TASK REQUIREMENTS:
Counting every line in the records below that holds "solid", give the total and add nothing.

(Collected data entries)
┄┄┄┄┄┄
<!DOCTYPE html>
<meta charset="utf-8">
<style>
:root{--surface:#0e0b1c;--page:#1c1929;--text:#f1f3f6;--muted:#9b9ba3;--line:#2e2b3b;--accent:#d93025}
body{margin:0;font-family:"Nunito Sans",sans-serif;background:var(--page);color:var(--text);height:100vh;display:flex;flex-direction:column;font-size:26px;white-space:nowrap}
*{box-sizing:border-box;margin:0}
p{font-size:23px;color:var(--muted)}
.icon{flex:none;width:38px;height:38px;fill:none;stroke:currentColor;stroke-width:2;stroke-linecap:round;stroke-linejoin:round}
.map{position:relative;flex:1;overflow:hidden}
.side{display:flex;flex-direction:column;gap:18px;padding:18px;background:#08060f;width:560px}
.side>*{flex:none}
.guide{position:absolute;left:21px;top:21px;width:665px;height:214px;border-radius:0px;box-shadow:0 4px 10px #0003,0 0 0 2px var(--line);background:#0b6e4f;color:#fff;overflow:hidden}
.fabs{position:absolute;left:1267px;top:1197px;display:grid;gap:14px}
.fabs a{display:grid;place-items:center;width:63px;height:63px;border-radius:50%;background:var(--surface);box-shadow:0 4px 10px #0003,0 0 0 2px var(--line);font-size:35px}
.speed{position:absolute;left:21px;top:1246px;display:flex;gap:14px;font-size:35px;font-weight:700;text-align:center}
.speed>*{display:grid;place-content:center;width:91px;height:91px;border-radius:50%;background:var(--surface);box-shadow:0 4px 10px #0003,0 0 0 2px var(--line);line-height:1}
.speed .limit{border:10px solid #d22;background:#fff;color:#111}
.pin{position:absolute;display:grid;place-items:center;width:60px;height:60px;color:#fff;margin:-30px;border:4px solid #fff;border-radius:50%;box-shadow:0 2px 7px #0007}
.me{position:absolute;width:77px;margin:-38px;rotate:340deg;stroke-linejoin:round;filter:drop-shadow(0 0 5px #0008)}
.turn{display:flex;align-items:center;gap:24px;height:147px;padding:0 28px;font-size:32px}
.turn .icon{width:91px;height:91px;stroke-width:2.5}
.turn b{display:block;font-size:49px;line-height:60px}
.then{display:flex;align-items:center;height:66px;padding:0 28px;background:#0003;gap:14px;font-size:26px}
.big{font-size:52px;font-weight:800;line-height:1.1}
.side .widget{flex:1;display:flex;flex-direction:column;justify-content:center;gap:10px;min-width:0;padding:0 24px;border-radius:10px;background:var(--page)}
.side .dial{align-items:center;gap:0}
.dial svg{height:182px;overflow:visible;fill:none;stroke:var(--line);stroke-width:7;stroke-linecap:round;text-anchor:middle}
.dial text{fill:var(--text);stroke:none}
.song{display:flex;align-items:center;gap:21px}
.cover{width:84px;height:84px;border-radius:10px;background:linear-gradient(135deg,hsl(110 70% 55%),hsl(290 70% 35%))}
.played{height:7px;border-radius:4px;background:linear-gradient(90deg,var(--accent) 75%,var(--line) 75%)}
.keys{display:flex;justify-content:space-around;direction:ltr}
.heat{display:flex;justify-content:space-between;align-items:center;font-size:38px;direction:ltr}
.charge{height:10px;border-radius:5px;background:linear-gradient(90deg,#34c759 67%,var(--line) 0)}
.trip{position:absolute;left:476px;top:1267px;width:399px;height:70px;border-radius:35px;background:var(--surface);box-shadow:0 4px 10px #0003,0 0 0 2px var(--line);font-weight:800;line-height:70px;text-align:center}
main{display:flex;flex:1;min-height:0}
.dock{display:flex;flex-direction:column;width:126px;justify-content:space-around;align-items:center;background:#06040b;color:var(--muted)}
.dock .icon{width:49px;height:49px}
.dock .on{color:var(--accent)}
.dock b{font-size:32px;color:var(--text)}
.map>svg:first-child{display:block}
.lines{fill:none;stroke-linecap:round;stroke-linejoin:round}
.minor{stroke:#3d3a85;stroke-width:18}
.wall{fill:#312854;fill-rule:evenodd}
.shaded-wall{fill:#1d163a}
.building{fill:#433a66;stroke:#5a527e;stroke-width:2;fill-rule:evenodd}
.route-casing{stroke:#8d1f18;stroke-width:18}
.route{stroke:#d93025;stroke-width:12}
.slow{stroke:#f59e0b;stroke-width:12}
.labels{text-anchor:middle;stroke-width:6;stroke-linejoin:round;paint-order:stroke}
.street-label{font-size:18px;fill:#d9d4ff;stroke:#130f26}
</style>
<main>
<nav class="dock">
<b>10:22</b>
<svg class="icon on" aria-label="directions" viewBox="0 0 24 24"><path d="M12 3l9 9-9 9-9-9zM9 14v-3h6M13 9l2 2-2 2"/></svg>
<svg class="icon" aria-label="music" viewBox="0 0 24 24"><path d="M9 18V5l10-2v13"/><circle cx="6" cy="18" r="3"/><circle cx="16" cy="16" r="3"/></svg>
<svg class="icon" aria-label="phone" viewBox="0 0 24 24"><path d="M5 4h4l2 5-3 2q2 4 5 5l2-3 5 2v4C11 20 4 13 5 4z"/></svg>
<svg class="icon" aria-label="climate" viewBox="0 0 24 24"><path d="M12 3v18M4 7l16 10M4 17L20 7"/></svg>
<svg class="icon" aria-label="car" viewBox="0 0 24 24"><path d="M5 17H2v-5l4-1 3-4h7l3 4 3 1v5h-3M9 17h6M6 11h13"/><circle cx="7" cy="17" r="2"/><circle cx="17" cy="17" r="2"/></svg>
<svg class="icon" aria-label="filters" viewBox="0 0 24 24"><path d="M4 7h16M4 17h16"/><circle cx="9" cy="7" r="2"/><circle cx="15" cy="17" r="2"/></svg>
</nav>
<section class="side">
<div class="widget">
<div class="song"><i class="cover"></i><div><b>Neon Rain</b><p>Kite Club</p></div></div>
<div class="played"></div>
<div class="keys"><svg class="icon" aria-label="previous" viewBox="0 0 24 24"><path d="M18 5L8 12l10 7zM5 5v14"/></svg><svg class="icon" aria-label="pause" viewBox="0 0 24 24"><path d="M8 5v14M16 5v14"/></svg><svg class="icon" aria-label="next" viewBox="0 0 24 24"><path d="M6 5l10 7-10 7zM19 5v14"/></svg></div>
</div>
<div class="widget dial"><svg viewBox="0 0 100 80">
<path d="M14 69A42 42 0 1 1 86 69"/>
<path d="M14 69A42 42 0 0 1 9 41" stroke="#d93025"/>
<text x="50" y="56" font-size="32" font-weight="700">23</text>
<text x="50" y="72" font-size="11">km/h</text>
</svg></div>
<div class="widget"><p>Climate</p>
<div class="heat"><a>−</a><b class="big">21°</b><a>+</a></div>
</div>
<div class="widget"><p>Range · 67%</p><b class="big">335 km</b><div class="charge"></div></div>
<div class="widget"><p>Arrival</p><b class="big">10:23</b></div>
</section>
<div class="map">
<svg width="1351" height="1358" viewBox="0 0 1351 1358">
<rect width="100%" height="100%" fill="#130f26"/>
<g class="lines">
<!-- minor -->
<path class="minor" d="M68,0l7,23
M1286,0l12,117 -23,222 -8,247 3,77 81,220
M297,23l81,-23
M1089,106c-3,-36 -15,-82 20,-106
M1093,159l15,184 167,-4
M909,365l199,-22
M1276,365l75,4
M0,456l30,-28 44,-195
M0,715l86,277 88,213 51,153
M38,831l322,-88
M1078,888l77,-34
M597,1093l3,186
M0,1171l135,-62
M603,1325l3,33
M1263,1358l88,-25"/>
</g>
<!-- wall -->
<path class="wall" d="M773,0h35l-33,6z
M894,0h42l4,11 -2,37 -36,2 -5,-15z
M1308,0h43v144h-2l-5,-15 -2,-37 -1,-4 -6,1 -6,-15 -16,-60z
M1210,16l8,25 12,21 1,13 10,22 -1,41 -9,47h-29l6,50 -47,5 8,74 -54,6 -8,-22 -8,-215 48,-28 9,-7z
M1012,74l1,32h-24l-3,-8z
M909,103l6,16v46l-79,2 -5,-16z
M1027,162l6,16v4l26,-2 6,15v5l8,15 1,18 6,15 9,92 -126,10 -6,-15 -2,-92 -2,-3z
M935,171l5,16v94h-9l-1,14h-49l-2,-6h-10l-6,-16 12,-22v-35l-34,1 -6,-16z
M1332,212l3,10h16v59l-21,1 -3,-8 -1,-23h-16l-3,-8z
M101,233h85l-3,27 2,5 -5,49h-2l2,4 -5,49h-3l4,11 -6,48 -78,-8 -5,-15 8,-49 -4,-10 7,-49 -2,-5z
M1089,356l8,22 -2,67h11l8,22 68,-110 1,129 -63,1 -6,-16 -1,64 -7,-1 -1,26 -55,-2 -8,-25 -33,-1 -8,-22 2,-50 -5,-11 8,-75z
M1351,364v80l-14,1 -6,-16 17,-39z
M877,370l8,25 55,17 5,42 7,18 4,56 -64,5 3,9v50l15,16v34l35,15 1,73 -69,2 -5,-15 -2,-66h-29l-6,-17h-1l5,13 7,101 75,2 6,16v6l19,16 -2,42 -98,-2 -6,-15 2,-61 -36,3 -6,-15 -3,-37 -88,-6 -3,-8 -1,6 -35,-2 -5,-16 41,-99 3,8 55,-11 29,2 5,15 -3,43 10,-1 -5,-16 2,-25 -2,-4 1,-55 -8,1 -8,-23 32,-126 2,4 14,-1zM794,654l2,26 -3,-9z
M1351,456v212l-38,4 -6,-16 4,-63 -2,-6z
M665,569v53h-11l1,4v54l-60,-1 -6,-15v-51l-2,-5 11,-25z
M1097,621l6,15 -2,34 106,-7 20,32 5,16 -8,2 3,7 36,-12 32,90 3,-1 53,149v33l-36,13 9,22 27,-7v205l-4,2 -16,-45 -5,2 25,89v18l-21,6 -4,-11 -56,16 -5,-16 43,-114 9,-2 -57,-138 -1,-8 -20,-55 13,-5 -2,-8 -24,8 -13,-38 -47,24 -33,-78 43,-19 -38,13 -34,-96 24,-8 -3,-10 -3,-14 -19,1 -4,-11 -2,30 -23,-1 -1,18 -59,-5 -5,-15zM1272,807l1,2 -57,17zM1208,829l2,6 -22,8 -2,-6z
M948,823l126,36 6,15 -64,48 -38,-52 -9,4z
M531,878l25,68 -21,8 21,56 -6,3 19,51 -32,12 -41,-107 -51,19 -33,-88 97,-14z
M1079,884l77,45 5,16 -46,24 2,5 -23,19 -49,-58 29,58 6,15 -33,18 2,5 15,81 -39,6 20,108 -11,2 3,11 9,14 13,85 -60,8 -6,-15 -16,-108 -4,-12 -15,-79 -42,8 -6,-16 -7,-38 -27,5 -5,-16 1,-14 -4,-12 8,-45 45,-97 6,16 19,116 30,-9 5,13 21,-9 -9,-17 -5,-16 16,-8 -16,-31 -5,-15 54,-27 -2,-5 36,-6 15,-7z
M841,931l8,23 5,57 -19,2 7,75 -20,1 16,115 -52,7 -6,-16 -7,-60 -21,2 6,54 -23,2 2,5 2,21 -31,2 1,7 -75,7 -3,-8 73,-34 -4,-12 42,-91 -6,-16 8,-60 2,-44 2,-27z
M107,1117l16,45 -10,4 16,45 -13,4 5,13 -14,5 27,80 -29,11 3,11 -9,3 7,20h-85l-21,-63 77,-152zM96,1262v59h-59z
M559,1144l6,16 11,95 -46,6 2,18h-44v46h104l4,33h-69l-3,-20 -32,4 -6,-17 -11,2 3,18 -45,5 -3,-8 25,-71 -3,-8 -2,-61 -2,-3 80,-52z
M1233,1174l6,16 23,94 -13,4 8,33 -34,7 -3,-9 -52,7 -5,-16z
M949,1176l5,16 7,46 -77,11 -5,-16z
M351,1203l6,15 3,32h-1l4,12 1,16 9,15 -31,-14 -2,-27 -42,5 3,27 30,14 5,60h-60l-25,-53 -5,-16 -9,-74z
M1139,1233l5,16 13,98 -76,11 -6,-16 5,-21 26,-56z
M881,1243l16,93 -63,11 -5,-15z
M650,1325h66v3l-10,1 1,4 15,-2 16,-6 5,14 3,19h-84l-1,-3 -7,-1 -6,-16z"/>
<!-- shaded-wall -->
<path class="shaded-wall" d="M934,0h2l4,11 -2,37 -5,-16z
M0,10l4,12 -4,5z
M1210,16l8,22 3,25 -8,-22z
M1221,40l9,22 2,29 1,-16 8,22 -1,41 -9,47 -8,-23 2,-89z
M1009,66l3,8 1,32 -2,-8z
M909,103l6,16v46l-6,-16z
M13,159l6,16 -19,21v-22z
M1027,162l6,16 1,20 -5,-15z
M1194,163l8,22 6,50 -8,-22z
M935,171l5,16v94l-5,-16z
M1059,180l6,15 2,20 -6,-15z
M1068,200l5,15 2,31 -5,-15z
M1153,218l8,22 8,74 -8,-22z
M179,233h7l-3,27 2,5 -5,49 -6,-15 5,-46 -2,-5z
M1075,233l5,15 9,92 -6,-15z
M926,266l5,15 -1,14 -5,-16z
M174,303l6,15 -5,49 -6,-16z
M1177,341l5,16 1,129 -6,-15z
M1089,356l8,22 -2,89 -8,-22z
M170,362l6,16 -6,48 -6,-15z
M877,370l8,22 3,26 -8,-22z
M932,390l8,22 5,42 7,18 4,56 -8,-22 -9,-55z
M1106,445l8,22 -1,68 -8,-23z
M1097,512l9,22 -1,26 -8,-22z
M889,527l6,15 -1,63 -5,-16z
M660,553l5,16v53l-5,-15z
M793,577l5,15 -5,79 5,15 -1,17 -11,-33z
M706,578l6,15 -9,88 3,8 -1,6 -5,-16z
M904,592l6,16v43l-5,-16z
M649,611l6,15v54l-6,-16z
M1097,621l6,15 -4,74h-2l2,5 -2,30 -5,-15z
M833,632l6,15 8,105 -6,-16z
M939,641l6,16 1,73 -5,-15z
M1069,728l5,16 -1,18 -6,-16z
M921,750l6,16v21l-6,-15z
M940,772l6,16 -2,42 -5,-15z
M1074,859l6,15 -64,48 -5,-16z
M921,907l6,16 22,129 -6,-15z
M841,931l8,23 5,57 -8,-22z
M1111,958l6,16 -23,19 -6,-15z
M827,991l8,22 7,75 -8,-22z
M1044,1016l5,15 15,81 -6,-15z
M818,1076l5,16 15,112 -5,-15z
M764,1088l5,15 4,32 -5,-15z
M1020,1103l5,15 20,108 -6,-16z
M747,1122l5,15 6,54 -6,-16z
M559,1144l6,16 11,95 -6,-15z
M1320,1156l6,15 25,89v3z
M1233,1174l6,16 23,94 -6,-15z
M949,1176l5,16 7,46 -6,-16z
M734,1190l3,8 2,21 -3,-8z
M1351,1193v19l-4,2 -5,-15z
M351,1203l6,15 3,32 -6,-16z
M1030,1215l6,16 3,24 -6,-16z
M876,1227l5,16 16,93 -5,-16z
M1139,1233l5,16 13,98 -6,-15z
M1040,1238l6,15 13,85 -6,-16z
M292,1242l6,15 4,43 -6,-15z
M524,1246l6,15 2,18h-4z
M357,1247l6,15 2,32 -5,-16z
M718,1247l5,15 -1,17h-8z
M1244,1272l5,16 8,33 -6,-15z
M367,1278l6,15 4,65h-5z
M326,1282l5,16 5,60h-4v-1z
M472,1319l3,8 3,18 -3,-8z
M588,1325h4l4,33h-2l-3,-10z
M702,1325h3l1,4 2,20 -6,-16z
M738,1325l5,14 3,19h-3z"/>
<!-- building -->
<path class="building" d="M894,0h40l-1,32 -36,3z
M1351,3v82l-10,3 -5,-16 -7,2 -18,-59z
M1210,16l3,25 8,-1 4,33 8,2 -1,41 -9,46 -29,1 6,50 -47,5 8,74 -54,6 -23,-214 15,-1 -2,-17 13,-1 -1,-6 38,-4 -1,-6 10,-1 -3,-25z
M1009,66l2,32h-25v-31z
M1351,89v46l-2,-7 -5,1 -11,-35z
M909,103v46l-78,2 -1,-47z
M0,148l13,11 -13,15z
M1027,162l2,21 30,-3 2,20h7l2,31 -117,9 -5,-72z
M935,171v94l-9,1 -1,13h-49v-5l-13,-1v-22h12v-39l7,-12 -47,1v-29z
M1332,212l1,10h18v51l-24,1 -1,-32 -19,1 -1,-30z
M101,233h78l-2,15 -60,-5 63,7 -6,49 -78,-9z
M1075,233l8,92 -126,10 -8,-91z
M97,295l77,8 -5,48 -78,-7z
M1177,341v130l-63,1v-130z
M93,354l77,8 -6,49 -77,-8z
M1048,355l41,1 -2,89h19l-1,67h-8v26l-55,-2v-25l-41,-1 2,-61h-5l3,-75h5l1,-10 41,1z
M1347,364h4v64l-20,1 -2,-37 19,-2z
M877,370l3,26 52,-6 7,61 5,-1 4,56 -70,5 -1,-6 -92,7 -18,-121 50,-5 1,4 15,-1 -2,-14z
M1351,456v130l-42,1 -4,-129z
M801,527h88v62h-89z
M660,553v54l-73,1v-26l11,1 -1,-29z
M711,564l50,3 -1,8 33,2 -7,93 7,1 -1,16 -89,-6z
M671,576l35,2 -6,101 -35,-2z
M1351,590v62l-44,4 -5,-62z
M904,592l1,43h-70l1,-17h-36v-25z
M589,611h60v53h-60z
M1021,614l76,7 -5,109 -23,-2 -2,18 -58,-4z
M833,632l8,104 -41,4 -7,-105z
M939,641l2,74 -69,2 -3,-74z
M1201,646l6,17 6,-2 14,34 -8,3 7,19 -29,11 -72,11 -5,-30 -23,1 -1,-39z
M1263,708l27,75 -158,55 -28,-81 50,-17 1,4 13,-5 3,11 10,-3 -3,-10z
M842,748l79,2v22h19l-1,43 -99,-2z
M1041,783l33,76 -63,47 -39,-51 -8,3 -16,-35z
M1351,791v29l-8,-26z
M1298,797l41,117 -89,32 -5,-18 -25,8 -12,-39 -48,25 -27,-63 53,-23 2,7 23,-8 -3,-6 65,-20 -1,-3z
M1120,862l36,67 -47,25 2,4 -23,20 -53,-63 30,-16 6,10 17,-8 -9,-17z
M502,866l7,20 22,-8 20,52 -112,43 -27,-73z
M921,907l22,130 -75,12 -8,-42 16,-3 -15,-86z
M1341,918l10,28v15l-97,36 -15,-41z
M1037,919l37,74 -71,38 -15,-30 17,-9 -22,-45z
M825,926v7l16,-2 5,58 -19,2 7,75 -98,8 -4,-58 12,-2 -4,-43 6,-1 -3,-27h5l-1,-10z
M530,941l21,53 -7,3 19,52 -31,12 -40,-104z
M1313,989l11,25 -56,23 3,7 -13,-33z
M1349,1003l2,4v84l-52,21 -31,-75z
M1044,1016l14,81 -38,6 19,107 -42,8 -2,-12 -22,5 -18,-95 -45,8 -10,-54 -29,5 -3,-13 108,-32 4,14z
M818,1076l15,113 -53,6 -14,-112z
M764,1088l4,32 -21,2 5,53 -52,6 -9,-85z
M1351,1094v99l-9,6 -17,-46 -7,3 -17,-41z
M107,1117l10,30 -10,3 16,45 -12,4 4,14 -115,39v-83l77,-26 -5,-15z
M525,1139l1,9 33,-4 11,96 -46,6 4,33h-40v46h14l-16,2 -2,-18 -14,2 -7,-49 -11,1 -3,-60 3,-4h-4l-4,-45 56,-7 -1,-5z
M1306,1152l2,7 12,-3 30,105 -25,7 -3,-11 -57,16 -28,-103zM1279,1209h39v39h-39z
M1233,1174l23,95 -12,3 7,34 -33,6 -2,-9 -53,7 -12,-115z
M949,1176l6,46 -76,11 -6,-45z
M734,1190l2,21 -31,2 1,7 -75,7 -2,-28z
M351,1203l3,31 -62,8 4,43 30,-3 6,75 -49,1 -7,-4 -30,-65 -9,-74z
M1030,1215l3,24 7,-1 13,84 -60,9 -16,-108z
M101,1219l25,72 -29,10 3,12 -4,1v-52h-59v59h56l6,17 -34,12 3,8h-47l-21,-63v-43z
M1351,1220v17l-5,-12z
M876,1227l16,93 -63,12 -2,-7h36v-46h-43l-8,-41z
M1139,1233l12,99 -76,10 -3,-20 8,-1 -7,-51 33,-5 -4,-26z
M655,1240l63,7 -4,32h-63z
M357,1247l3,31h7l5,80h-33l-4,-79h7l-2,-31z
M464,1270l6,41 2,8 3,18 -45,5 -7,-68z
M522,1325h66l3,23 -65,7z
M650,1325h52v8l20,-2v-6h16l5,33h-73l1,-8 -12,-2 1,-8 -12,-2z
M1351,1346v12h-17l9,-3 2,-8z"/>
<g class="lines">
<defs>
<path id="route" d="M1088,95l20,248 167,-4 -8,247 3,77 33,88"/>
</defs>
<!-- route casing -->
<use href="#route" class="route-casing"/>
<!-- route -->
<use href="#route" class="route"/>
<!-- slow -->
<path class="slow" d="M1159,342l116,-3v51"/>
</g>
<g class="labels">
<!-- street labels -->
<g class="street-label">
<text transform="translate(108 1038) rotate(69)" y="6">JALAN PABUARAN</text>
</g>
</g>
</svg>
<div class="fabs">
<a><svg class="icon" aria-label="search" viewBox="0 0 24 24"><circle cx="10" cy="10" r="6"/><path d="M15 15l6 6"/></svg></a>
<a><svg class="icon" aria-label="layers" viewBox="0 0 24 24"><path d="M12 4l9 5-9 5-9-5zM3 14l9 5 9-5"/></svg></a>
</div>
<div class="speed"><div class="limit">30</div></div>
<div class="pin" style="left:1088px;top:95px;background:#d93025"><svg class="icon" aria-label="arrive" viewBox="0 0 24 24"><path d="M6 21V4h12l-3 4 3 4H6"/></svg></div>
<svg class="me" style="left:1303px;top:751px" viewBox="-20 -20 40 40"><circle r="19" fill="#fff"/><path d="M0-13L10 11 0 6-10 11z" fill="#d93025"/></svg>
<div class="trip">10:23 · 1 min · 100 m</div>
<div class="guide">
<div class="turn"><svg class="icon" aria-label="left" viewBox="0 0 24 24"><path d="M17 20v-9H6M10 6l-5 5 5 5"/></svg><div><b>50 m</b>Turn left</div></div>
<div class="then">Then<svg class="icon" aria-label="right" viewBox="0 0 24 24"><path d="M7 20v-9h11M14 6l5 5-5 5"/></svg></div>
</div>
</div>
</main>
┄┄┄┄┄┄
TASK RESPONSE:
2